##### DATA SUPPLIED #####
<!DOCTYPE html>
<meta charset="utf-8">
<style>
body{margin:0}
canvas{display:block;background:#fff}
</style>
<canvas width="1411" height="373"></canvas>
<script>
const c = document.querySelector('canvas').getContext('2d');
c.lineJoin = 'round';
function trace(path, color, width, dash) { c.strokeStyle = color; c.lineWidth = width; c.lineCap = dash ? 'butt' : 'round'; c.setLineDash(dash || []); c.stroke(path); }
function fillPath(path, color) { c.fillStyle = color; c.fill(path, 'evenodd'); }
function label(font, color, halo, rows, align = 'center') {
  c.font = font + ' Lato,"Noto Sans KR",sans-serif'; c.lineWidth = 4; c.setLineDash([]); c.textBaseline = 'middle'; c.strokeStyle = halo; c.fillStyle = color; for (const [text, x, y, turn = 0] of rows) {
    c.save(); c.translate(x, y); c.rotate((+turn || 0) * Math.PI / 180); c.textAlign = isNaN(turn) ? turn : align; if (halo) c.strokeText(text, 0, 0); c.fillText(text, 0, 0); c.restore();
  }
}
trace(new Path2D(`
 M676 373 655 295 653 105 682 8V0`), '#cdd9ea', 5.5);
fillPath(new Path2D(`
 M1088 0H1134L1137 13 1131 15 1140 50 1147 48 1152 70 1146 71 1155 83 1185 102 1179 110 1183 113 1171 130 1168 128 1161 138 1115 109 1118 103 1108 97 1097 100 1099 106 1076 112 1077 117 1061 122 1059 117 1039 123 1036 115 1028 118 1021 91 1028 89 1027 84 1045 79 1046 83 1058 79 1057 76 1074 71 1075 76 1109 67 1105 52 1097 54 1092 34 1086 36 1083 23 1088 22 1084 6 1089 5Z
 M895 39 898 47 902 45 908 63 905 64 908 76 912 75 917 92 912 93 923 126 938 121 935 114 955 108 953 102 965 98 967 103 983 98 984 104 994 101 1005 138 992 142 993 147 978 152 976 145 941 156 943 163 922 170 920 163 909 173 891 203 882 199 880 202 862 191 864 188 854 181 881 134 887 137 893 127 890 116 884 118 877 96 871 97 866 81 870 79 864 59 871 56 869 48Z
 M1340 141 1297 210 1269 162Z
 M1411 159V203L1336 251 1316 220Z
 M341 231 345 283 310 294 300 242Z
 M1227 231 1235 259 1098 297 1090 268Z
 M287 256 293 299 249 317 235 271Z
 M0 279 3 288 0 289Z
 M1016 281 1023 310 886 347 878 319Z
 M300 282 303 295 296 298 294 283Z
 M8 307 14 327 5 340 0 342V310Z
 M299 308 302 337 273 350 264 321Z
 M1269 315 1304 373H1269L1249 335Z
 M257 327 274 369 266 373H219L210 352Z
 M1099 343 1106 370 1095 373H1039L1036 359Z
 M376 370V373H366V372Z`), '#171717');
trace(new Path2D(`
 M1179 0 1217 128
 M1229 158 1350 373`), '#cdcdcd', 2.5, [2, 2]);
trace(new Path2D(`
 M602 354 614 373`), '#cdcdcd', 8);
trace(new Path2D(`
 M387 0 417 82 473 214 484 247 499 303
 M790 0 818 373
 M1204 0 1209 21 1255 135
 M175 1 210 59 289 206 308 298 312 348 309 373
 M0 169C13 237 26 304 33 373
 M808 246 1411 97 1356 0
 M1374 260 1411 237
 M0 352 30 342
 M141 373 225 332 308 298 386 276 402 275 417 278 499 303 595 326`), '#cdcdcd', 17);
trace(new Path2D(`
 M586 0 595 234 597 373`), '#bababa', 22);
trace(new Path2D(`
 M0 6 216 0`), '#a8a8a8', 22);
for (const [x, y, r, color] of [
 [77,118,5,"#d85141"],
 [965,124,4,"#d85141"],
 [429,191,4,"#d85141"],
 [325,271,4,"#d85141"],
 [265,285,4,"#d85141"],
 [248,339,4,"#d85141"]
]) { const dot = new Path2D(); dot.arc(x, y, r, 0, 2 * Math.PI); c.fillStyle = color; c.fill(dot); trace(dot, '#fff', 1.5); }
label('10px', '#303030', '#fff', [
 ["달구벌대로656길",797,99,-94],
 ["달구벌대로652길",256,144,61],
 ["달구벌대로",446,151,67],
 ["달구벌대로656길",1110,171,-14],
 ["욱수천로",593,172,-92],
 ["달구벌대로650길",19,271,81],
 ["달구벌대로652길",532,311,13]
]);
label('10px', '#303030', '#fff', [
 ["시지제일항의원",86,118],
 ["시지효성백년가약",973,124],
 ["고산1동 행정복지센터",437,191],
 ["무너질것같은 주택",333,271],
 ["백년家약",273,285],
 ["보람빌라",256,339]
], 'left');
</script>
#####
EXERCISE BRIEF: From the listing above, copy all lines holding the word "fillStyle".

RESULT:
function fillPath(path, color) { c.fillStyle = color; c.fill(path, 'evenodd'); }
  c.font = font + ' Lato,"Noto Sans KR",sans-serif'; c.lineWidth = 4; c.setLineDash([]); c.textBaseline = 'middle'; c.strokeStyle = halo; c.fillStyle = color; for (const [text, x, y, turn = 0] of rows) {
]) { const dot = new Path2D(); dot.arc(x, y, r, 0, 2 * Math.PI); c.fillStyle = color; c.fill(dot); trace(dot, '#fff', 1.5); }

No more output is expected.